SECTION: IN THE NEWS

LENGTH: 2444 words

HEADLINE: PREPARED STATEMENT OF
MARILYN MOON
SENIOR FELLOW, THE URBAN INSTITUTE
BEFORE THE HOUSE COMMERCE COMMITTEE
HEALTH AND THE ENVIRONMENT SUBCOMMITTEE
MEDICARE+CHOICE: AN EVALUATION OF THE PROGRAM

BODY:


I appreciate the opportunity to be here today to discuss issues surrounding holy private managed care plans are operating under Medicare. The flux in the overall health care market and changes brought about by the Balanced Budget Act of 1997 have generated challenges for the private plans that serve Medicare. It is important to attempt to sort out what is happening, why and whether it generates problems for the beneficiaries that the program was designed to serve.

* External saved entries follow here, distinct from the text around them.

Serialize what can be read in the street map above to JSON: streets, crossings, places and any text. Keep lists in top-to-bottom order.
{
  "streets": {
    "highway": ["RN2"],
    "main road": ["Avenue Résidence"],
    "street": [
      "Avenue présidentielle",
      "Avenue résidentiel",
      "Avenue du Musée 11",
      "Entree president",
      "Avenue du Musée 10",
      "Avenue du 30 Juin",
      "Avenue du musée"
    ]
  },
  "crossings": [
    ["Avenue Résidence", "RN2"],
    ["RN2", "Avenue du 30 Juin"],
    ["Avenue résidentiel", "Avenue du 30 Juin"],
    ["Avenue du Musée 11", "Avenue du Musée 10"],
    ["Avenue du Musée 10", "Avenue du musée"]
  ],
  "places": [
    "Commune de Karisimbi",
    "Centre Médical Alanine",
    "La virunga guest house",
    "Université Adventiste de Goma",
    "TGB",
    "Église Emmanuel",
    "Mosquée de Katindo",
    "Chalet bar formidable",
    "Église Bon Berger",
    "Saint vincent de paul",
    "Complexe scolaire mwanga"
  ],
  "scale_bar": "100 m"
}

Although private plan options have been around for quite a long time, they have recently begun to attract a larger share of the Medicare population. This makes them an ever more important feature of Medicare. Moreover, since many of the options for reforming Medicare now being discussed would either place more reliance on such plans and/or change the way in which they operate within Medicare, there may also be important lessons for reform from studying what is happening today. The headline in a recent press release from the American Association of Health Plans proclaimed, "Insufficient Government Funding for Beneficiaries Forces Medicare HMO Cutbacks." My testimony today will contend that announced withdrawals are not particularly surprising or unusually large, that the reason offered by AAHP for such changes is only one of several possible explanations for changes occurring in private plans, and that the real issue is what will happen to Medicare beneficiaries as a result of these changes. But first, it is important to examine some background on what has been happening to Medicare + Choice.

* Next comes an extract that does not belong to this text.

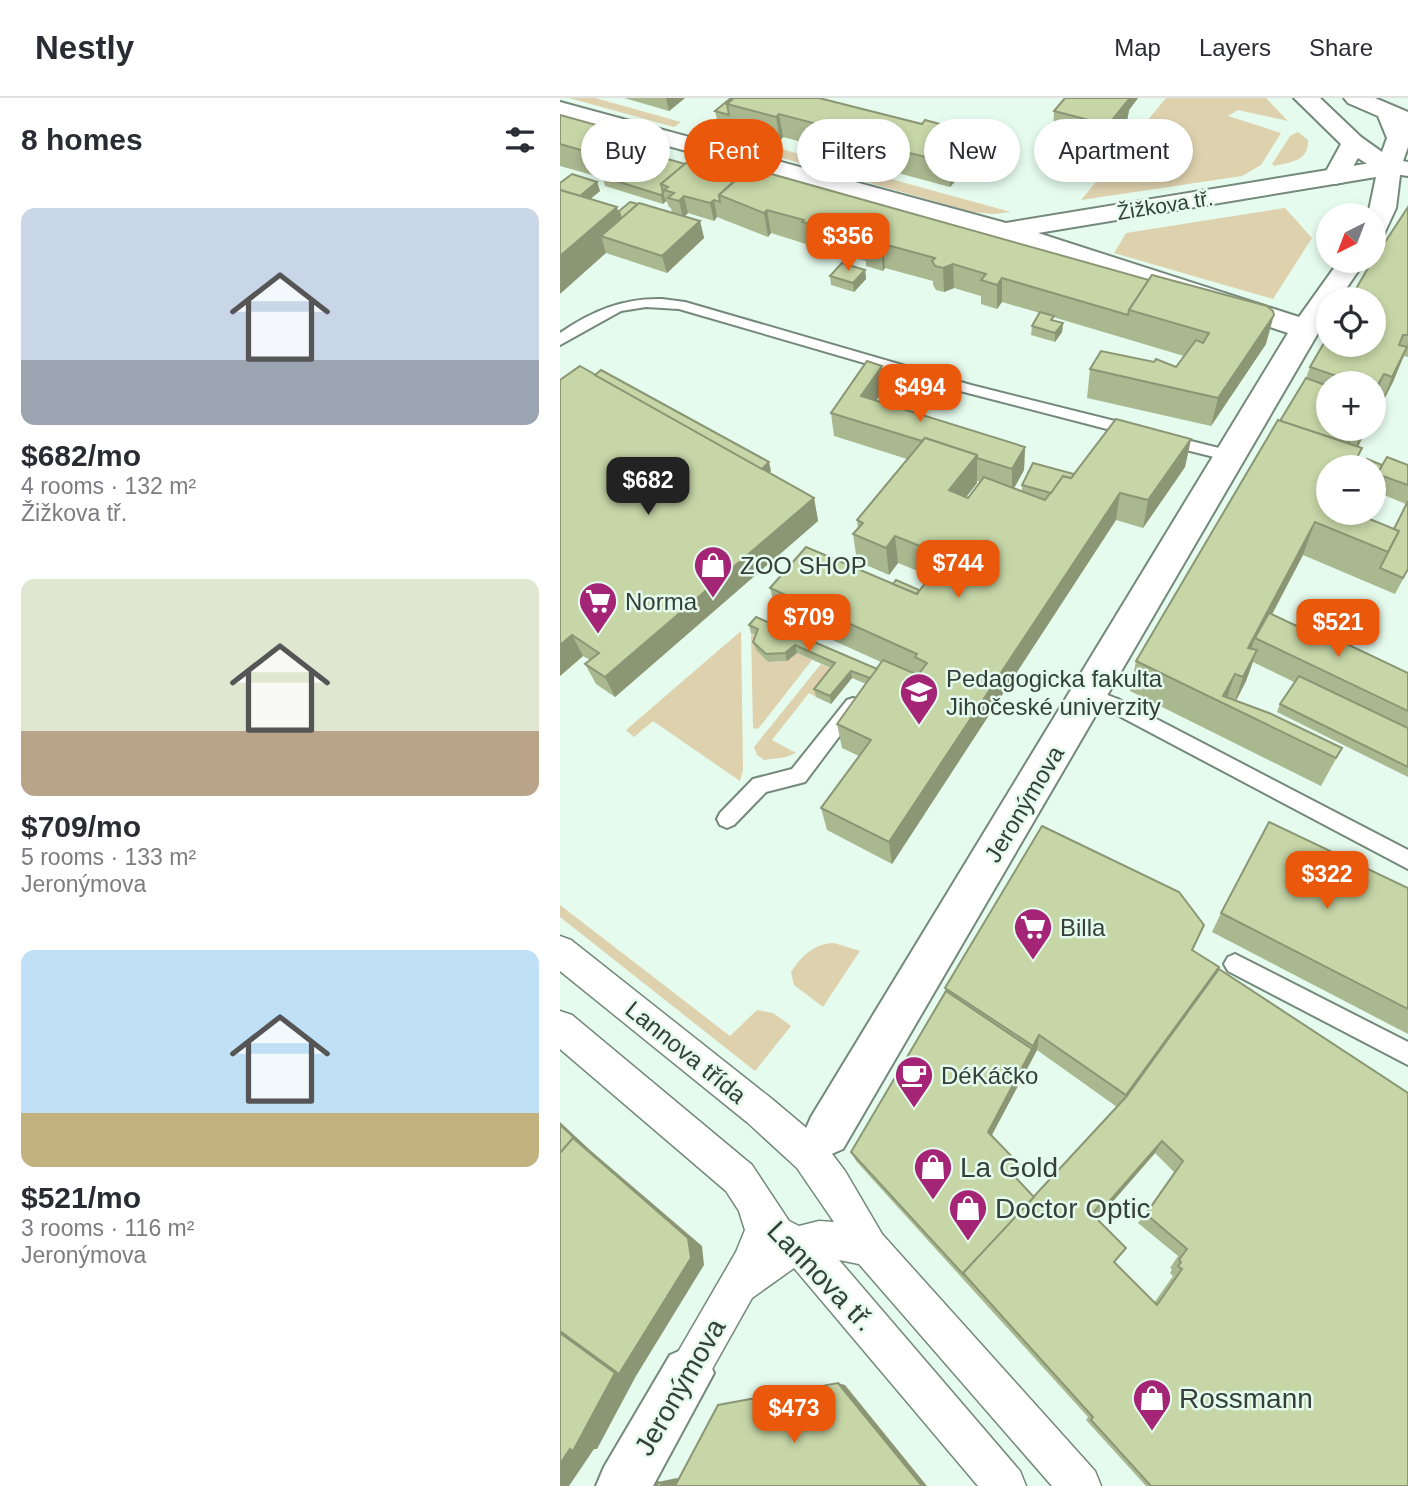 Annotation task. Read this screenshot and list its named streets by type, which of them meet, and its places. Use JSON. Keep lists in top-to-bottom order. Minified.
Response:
{"streets":{"street":["Žižkova tř.","Jeronýmova","Lannova třída","Lannova tř."]},"crossings":[["Žižkova tř.","Jeronýmova"],["Jeronýmova","Lannova třída"],["Lannova třída","Lannova tř."]],"places":{"shop":["ZOO SHOP","La Gold","Doctor Optic","Rossmann"],"supermarket":["Norma","Billa"],"school or university":["Pedagogicka fakulta Jihočeské univerzity"],"cafe":["DéKáčko"]},"north":"bottom left","page":{"header":"Nestly","nav":["Map","Layers","Share"],"heading":"8 homes","chip":["Buy","Rent","Filters","New","Apartment"],"list":[{"name":"$682/mo","note":"4 rooms · 132 m² · Žižkova tř."},{"name":"$709/mo","note":"5 rooms · 133 m² · Jeronýmova"},{"name":"$521/mo","note":"3 rooms · 116 m² · Jeronýmova"}],"map_buttons":["+","−"],"price":["$356","$494","$682","$744","$709","$521","$322","$473"]}}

The Role of Private Plans in Medicare
As an important option for beneficiaries, the Medicare program should foster and encourage private plans to participate. But. in turn, private plans need to be held accountable to the goals they are intended to achieve: 1) to use the advantages of care management to achieve savings for the federal government and beneficiaries, 2) to allow beneficiaries who like a managed care environment the opportunity to receive their care from such a plan, and 3) to encourage plans to offer innovative services and benefits. If these plans cannot do better than the basic Medicare program in restraining costs and if they do not generate "value added" in terms of providing alternatives that attract beneficiaries, then should alarms be raised if this option does do not become a greater share of the Medicare program?

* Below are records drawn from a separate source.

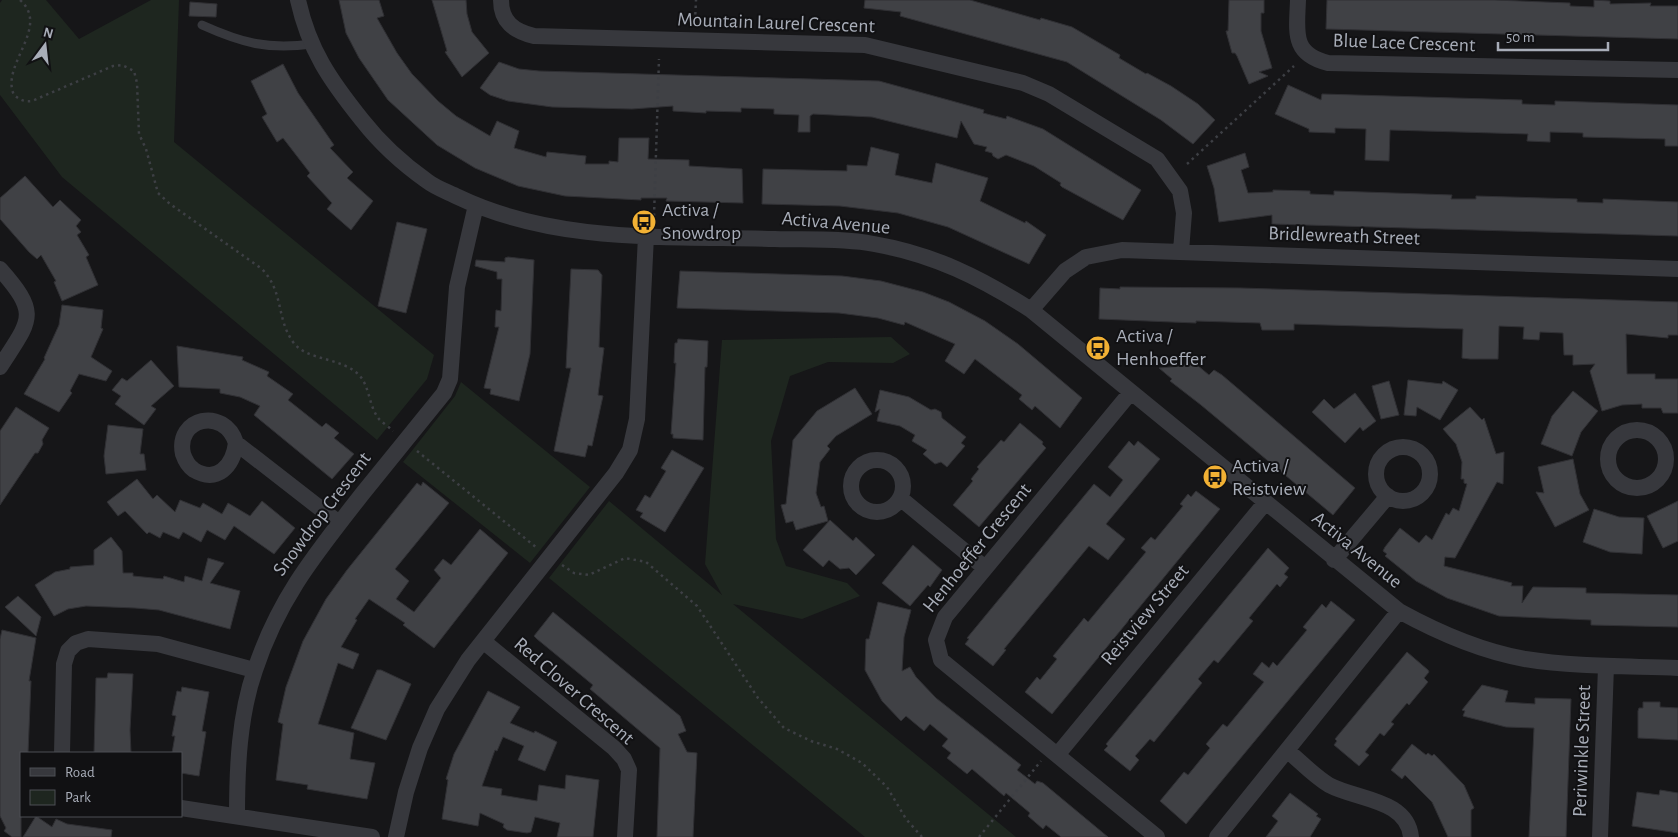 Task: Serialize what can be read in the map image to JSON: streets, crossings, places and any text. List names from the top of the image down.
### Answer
{
  "streets": {
    "street": [
      "Mountain Laurel Crescent",
      "Blue Lace Crescent",
      "Activa Avenue",
      "Bridlewreath Street",
      "Snowdrop Crescent",
      "Henhoeffer Crescent",
      "Reistview Street",
      "Red Clover Crescent",
      "Periwinkle Street"
    ]
  },
  "crossings": [
    ["Mountain Laurel Crescent", "Bridlewreath Street"],
    ["Activa Avenue", "Bridlewreath Street"],
    ["Activa Avenue", "Snowdrop Crescent"],
    ["Activa Avenue", "Henhoeffer Crescent"],
    ["Activa Avenue", "Reistview Street"],
    ["Activa Avenue", "Periwinkle Street"],
    ["Henhoeffer Crescent", "Reistview Street"]
  ],
  "places": {
    "bus stop": ["Activa / Snowdrop", "Activa / Henhoeffer", "Activa / Reistview"]
  },
  "legend": ["Road", "Park"],
  "scale_bar": "50 m",
  "north": "top"
} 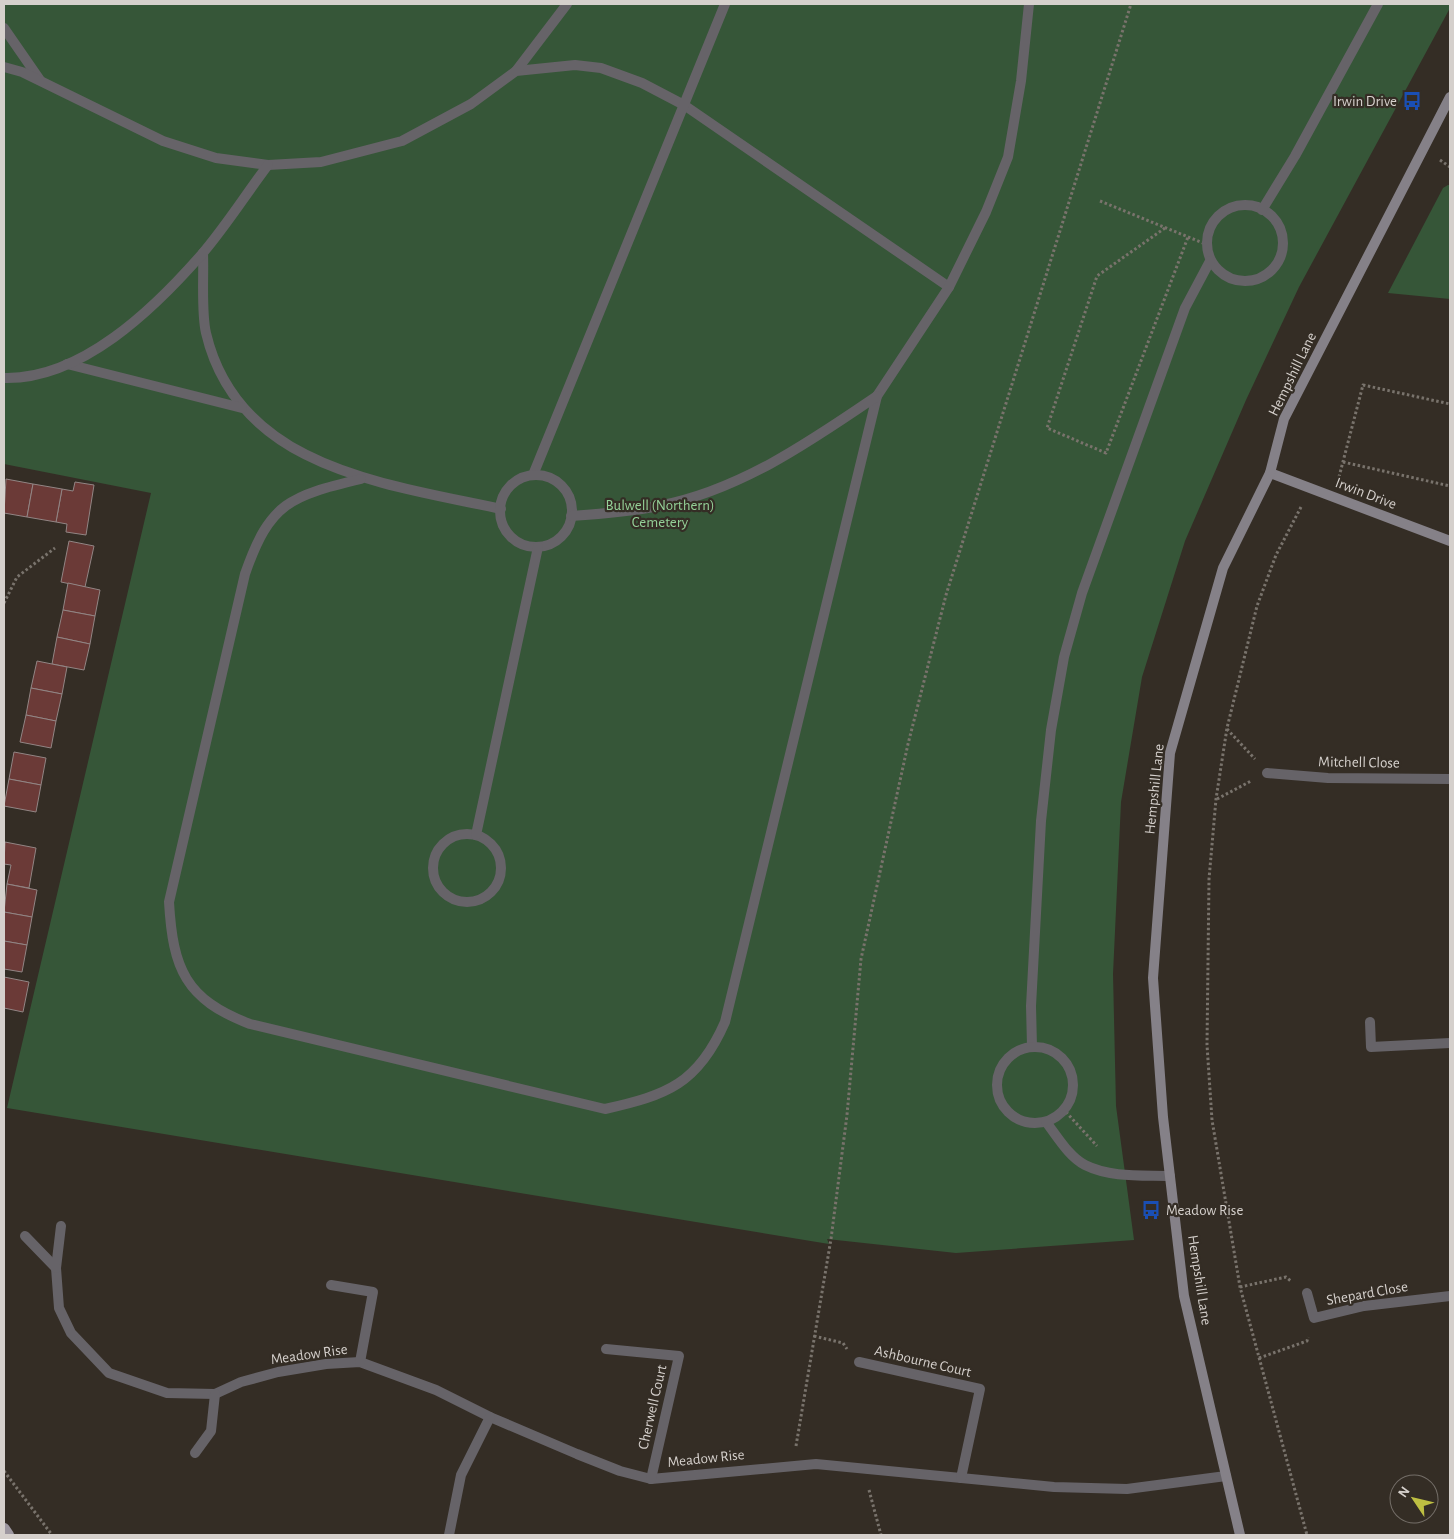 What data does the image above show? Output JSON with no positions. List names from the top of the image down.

The BBA sought to both offer additional alternatives to beneficiaries and to achieve savings from private plans through various payment reforms. Even more than many of the savings achieved from the traditional fee-for-service part of the program, the BBA changes in payment reflected a strong body of research that had demonstrated that payments to private plans were too high on average. Medicare was losing money on each beneficiary who signed up for this option. This was because beneficiaries opting for managed care were (and according to a recent study by the General Accounting Office, still are) healthier than others like them in the beneficiary population. The existing risk adjustment mechanism failed to capture these differences. Consequently, Medicare paid too much for each enrollee, enabling plans to use these resources to offer additional benefits that made them attractive to potential enrollees. Further, the Medicare program contains a number of additional subsidies for certain hospitals in its fee-for-service payments to help support medical education and coverage of indigent patients. Because of the way in which premium payments to private, managed care plans were made prior to BBA, these subsidies were passed on to the.plans. But plans were not required to then pass on these benefits to the hospitals who should be receiving such subsidies. Consequently, payments were too high for this reason as well.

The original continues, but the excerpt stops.